I am implementing the PatternCaptureGroupTokenFilter
in my code to generate tokens based on multiple regular expressions, with the goal of highlighting any matches found within the string. Currently, I am working with Lucene 9, but I am encountering the following error during execution.
I'm using one of the latest Lucene jars (9.11.1) for PatternCaptureGroupTokenFilter
, but the token positions are not as expected, making it difficult to accurately highlight the search results.

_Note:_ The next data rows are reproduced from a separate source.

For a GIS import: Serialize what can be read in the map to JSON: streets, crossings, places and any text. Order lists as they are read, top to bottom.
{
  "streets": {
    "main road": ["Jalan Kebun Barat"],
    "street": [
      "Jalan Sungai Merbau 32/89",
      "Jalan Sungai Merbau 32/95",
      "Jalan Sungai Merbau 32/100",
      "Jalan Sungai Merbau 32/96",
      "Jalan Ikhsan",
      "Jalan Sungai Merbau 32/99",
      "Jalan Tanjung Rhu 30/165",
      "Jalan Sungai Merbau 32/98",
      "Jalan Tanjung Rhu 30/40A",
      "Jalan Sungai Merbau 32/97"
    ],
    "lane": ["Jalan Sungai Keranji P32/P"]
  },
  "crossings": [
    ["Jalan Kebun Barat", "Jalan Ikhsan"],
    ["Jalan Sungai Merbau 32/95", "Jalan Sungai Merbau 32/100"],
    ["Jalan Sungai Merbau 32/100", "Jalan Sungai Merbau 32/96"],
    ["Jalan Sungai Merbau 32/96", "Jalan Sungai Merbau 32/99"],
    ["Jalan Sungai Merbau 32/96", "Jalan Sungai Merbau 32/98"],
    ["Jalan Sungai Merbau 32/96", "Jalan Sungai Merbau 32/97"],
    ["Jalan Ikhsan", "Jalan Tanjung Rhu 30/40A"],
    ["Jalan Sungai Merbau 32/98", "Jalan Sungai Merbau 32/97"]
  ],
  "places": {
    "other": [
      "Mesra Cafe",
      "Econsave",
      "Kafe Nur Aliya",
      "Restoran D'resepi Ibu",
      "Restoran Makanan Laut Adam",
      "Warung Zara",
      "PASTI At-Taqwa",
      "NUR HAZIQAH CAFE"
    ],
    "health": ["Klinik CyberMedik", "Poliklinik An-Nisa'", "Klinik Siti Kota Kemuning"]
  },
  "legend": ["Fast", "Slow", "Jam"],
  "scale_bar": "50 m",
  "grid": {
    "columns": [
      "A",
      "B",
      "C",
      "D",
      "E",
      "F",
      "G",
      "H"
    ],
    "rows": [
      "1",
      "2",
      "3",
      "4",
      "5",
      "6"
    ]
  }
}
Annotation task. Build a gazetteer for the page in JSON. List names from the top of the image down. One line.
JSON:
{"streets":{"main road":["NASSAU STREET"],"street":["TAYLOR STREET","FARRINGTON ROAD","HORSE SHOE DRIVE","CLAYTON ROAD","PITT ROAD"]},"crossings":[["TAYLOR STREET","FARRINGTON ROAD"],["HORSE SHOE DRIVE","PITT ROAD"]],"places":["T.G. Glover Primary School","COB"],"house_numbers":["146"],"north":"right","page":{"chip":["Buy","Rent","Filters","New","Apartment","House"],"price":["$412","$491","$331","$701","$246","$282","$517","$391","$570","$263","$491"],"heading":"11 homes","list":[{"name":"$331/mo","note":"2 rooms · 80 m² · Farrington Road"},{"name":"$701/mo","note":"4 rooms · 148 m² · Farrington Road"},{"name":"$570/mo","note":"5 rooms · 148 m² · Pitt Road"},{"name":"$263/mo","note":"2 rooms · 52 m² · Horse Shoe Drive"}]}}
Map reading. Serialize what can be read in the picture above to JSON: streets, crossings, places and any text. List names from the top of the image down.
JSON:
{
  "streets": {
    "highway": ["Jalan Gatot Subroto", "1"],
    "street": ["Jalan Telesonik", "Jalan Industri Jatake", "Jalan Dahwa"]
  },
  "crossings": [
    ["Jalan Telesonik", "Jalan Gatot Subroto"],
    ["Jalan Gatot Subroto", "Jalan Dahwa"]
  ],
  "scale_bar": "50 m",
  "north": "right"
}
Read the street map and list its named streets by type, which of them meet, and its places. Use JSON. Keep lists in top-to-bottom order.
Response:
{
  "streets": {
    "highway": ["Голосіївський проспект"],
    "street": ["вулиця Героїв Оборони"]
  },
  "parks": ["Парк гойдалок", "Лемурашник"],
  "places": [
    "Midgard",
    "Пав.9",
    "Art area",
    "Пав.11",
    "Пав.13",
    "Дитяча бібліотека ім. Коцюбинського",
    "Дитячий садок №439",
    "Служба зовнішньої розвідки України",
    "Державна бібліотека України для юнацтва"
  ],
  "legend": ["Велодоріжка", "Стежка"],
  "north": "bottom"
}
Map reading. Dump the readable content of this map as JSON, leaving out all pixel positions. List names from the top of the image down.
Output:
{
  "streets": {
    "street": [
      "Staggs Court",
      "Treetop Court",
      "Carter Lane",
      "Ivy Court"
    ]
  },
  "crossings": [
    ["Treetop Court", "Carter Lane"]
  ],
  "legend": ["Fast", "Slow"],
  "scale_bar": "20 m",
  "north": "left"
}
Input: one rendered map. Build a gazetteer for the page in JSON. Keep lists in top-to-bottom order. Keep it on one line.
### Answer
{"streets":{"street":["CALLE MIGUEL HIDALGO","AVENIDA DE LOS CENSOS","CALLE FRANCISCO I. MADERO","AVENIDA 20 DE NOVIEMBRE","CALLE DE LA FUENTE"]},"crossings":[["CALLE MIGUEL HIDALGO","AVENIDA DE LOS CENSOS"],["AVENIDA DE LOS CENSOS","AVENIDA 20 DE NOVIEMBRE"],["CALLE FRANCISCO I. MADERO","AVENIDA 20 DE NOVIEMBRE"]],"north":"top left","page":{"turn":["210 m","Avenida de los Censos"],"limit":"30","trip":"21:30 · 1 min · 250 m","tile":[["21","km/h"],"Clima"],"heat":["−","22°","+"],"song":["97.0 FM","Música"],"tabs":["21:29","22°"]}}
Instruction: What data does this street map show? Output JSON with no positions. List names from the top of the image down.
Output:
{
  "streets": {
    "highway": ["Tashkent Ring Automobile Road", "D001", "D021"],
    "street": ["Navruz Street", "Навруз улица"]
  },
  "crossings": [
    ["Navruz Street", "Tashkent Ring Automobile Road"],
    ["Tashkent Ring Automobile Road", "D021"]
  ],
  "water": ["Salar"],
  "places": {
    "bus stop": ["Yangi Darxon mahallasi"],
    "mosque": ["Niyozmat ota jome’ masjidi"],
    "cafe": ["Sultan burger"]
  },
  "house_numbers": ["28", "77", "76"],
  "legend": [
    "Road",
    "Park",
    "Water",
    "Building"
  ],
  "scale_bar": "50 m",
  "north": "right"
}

Here are the tokens generated for the string:
{
"tokens" : [
{
"token" : "test:data",
"start_offset" : 0,
"end_offset" : 9,
"type" : "word",
"position" : 0
},
{
"token" : "test",
"start_offset" : 0,
"end_offset" : 9,
"type" : "word",
"position" : 0
},
{
"token" : ":data",
"start_offset" : 0,
"end_offset" : 9,
"type" : "word",
"position" : 0
},
{
"token" : "test:",
"start_offset" : 0,
"end_offset" : 9,
"type" : "word",
"position" : 0
},
{
"token" : "test",
"start_offset" : 10,
"end_offset" : 14,
"type" : "word",
"position" : 1
}
]
}
The positions are not good for highlighting,
public final class PatternCaptureGroupTokenFilter extends TokenFilter {
private final CharTermAttribute charTermAttr = addAttribute(CharTermAttribute.class);
private final PositionIncrementAttribute posAttr = addAttribute(PositionIncrementAttribute.class);
private State state;
private final Matcher[] matchers;
private final CharsRefBuilder spare = new CharsRefBuilder();
private final int[] groupCounts;
private final boolean preserveOriginal;
private int[] currentGroup;
private int currentMatcher;
/**
* @param input the input {@link TokenStream}
* @param preserveOriginal set to true to return the original token even if one of the patterns
* matches
* @param patterns an array of {@link Pattern} objects to match against each token
*/
public PatternCaptureGroupTokenFilter(
TokenStream input, boolean preserveOriginal, Pattern... patterns) {
super(input);
this.preserveOriginal = preserveOriginal;
this.matchers = new Matcher[patterns.length];
this.groupCounts = new int[patterns.length];
this.currentGroup = new int[patterns.length];
for (int i = 0; i < patterns.length; i++) {
this.matchers[i] = patterns[i].matcher("");
this.groupCounts[i] = this.matchers[i].groupCount();
this.currentGroup[i] = -1;
}
}
private boolean nextCapture() {
int min_offset = Integer.MAX_VALUE;
currentMatcher = -1;
Matcher matcher;
for (int i = 0; i < matchers.length; i++) {
matcher = matchers[i];
if (currentGroup[i] == -1) {
currentGroup[i] = matcher.find() ? 1 : 0;
}
if (currentGroup[i] != 0) {
while (currentGroup[i] < groupCounts[i] + 1) {
final int start = matcher.start(currentGroup[i]);
final int end = matcher.end(currentGroup[i]);
if (start == end || preserveOriginal && start == 0 && spare.length() == end) {
currentGroup[i]++;
continue;
}
if (start < min_offset) {
min_offset = start;
currentMatcher = i;
}
break;
}
if (currentGroup[i] == groupCounts[i] + 1) {
currentGroup[i] = -1;
i--;
}
}
}
return currentMatcher != -1;
}
@Override
public boolean incrementToken() throws IOException {
if (currentMatcher != -1 && nextCapture()) {
assert state != null;
clearAttributes();
restoreState(state);
final int start = matchers[currentMatcher].start(currentGroup[currentMatcher]);
final int end = matchers[currentMatcher].end(currentGroup[currentMatcher]);
posAttr.setPositionIncrement(0);
charTermAttr.copyBuffer(spare.chars(), start, end - start);
currentGroup[currentMatcher]++;
return true;
}
if (!input.incrementToken()) {
return false;
}
char[] buffer = charTermAttr.buffer();
int length = charTermAttr.length();
spare.copyChars(buffer, 0, length);
state = captureState();
for (int i = 0; i < matchers.length; i++) {
matchers[i].reset(spare.get());
currentGroup[i] = -1;
}
if (preserveOriginal) {
currentMatcher = 0;
} else if (nextCapture()) {
final int start = matchers[currentMatcher].start(currentGroup[currentMatcher]);
final int end = matchers[currentMatcher].end(currentGroup[currentMatcher]);
// if we start at 0 we can simply set the length and save the copy
if (start == 0) {
charTermAttr.setLength(end);
} else {
charTermAttr.copyBuffer(spare.chars(), start, end - start);
}
currentGroup[currentMatcher]++;
}
return true;
}
@Override
public void reset() throws IOException {
super.reset();
state = null;
currentMatcher = -1;
}
}
Can anyone provide guidance or suggestions on how to resolve this issue and generate the expected tokens?